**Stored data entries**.

§

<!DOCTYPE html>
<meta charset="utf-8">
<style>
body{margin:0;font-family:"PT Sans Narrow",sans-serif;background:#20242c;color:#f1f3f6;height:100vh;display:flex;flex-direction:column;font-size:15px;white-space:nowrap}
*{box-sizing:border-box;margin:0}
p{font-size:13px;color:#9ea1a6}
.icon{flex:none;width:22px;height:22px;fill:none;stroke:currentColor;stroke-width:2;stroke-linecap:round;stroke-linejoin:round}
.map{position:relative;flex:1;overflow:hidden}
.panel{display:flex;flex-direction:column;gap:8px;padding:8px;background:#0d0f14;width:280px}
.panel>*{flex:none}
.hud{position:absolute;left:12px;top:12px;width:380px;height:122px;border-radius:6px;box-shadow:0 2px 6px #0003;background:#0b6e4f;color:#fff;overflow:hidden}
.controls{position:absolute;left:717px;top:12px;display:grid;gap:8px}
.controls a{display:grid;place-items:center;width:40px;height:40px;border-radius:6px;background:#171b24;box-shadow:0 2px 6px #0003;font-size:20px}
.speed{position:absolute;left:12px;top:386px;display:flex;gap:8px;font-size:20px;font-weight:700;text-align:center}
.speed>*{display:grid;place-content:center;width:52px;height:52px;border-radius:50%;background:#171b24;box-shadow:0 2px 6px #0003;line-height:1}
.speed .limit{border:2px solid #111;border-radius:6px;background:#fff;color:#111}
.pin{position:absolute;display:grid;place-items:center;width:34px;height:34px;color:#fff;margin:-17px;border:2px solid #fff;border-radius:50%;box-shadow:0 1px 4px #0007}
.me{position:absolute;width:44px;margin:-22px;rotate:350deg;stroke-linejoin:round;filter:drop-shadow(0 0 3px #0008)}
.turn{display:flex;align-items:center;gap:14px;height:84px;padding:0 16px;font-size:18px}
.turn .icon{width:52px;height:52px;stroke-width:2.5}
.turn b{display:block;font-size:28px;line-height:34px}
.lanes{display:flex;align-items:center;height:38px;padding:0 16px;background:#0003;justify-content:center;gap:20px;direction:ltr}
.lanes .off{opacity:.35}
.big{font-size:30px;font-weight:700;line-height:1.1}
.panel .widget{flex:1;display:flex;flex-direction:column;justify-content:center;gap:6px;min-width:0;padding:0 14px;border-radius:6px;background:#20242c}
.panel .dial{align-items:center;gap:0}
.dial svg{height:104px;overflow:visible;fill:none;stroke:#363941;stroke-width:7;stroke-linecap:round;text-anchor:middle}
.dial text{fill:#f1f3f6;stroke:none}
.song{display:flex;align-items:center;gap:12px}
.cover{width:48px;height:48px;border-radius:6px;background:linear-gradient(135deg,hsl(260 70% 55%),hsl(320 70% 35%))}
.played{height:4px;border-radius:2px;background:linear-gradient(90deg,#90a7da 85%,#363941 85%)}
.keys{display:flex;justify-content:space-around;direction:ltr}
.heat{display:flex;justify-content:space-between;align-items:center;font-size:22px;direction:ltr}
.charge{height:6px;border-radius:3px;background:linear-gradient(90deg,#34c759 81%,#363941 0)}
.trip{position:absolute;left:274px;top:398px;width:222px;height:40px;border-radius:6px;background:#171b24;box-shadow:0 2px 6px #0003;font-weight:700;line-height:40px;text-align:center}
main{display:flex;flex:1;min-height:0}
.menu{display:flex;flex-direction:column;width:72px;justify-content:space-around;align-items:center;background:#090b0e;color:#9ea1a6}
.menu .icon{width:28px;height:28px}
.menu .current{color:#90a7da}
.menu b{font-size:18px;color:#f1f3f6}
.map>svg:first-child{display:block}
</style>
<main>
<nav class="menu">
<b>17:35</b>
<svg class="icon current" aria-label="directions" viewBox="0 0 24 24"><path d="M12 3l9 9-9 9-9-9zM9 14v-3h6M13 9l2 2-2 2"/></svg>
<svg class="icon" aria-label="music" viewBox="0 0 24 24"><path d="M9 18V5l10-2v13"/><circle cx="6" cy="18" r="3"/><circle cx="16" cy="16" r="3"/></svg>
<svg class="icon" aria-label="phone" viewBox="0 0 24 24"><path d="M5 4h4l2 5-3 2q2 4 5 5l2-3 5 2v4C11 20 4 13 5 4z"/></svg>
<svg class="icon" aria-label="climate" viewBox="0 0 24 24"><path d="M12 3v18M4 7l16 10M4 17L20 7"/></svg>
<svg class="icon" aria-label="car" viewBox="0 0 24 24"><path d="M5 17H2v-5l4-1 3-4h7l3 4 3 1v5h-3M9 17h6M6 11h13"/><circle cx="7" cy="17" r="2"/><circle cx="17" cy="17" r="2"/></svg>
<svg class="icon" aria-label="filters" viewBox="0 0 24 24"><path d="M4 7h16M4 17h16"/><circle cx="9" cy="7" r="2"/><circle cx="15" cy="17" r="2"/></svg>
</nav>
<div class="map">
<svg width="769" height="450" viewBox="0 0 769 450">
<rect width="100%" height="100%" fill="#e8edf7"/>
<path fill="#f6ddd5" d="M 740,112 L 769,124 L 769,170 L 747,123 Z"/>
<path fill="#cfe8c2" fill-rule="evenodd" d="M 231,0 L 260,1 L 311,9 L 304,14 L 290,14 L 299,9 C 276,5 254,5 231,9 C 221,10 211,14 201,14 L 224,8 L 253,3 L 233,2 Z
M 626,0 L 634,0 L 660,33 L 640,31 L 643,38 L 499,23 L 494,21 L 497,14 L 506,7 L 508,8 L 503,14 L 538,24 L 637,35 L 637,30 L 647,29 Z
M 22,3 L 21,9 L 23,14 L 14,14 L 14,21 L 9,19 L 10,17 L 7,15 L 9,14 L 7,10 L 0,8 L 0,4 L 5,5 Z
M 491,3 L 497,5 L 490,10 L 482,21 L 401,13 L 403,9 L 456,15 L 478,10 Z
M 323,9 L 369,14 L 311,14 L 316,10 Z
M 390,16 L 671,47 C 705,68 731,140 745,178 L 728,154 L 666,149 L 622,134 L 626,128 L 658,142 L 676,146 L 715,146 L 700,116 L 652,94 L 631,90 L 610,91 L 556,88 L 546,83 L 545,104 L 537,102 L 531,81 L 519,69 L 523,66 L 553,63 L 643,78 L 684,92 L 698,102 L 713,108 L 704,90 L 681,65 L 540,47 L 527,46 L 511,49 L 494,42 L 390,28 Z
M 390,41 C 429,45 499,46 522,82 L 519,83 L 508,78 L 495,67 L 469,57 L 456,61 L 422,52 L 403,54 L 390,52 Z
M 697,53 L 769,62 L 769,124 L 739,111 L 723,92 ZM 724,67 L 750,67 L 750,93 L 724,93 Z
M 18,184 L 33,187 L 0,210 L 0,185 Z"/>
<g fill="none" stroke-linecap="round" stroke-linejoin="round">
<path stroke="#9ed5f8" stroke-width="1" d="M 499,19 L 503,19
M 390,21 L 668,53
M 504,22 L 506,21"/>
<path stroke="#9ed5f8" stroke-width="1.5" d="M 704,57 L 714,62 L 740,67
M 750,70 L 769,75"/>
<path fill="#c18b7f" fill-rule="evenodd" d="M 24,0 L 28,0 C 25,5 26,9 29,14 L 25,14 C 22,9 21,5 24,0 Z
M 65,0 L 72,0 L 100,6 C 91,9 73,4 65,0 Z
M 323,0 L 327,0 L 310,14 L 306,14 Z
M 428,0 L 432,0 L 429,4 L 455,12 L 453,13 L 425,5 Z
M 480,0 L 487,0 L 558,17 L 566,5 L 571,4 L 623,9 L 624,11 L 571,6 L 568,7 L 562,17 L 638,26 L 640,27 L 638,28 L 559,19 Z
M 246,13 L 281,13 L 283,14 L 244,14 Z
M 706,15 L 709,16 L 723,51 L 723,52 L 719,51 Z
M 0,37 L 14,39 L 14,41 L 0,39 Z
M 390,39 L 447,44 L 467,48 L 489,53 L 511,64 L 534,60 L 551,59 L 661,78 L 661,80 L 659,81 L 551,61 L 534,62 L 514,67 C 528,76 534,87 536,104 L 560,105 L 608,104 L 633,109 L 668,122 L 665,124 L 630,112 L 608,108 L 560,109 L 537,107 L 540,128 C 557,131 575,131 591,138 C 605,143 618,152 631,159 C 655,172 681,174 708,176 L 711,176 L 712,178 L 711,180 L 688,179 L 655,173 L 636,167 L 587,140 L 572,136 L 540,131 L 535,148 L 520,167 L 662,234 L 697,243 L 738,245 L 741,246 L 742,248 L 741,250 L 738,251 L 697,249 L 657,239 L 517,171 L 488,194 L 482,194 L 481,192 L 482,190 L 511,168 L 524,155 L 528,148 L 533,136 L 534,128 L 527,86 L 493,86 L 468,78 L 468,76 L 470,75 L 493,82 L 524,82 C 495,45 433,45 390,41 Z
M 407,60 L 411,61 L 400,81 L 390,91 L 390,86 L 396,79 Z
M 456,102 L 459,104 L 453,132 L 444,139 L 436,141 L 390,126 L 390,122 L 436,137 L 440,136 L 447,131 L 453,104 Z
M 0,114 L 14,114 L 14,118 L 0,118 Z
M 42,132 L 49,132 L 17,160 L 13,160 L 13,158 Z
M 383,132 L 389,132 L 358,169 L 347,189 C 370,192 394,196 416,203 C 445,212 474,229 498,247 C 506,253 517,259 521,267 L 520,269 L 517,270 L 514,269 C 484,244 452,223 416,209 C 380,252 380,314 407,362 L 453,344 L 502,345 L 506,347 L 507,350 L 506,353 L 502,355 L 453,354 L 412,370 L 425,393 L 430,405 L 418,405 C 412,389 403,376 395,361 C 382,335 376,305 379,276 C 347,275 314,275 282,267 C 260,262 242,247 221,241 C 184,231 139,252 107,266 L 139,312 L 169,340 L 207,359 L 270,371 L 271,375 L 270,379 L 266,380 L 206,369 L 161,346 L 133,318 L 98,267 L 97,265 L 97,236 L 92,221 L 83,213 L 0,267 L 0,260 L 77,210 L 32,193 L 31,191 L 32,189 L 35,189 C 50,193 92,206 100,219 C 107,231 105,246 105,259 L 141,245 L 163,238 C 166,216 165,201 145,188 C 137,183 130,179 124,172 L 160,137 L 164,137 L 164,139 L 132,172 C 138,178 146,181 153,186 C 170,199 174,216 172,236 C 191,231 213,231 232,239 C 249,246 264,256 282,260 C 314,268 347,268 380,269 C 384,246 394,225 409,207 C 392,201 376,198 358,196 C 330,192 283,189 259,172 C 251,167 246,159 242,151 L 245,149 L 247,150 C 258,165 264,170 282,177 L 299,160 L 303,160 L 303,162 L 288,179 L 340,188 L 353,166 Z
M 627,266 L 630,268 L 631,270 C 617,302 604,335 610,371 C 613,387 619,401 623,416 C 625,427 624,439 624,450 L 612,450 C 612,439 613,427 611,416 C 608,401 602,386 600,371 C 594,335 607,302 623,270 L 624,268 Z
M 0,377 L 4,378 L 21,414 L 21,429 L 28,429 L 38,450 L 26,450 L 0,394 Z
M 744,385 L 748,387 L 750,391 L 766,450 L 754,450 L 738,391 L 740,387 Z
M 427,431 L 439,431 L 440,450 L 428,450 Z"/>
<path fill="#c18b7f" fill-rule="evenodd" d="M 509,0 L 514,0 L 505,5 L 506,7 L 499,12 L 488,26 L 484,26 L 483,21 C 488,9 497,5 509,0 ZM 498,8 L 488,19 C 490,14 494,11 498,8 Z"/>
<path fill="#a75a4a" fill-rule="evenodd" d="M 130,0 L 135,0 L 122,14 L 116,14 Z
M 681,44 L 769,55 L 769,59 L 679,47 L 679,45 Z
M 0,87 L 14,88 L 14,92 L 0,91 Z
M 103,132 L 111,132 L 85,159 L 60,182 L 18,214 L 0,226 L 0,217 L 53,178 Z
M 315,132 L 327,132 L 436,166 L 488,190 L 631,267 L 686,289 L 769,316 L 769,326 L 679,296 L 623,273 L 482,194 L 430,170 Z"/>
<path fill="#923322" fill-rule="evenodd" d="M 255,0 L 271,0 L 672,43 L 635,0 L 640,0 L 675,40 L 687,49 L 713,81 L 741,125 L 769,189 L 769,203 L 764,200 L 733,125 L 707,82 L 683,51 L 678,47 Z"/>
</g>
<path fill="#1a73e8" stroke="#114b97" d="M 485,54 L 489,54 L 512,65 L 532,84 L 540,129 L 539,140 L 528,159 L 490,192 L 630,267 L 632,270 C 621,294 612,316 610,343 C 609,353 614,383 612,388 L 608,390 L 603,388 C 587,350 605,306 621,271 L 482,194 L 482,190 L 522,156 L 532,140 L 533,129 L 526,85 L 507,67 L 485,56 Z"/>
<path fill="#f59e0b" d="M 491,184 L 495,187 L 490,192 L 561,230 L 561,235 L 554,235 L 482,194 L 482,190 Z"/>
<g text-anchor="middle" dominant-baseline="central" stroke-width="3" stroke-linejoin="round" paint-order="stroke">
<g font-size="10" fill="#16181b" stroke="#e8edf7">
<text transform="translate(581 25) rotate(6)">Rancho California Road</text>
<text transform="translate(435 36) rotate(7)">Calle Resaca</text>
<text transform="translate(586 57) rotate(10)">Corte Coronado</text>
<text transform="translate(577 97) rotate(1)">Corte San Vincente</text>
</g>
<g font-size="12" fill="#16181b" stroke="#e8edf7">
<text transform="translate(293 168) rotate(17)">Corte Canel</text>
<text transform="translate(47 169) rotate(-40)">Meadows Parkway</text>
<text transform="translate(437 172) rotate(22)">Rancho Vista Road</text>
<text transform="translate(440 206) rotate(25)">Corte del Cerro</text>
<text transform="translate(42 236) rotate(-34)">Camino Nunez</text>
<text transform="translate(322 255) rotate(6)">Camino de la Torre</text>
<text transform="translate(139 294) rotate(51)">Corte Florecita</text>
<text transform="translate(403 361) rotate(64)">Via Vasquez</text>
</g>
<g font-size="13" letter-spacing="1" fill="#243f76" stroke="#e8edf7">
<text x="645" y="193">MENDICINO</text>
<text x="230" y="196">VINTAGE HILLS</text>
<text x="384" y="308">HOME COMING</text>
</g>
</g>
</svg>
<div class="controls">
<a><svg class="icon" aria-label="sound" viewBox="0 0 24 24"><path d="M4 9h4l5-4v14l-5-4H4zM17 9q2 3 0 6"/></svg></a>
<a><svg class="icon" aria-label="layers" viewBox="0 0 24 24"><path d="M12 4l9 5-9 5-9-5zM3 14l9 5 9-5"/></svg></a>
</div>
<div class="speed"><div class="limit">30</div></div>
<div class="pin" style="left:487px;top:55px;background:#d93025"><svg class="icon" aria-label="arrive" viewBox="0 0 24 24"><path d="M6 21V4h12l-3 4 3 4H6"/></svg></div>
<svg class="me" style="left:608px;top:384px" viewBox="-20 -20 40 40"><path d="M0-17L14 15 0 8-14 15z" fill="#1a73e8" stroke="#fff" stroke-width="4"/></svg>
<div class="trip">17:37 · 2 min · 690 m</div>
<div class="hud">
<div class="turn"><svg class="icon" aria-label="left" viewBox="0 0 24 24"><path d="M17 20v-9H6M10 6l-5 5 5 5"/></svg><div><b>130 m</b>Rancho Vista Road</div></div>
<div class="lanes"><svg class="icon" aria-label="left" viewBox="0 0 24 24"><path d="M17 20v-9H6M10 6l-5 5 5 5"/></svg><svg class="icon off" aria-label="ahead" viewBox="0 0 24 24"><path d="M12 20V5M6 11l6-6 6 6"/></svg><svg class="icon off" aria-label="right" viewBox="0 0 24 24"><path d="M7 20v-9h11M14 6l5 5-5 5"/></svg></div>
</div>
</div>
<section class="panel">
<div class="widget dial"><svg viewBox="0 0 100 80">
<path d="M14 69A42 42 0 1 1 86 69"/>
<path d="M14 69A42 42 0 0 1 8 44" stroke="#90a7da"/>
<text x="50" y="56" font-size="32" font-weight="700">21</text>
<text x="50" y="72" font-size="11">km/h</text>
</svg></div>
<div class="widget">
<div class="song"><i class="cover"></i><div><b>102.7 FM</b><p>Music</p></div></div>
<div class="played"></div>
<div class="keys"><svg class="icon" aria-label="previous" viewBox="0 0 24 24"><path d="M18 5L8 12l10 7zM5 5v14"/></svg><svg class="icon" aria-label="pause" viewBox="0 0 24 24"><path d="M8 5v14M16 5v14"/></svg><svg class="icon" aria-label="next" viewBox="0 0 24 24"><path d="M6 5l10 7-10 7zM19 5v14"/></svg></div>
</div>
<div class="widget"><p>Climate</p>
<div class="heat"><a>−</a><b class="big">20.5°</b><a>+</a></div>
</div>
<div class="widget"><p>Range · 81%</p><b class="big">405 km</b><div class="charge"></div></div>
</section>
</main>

§

**WHAT IS BEING ASKED**.
Could you state how many lines in the entries contain the word "keys"? Reply with nothing but the number.

**RESPONSE TO THIS TASK**.
2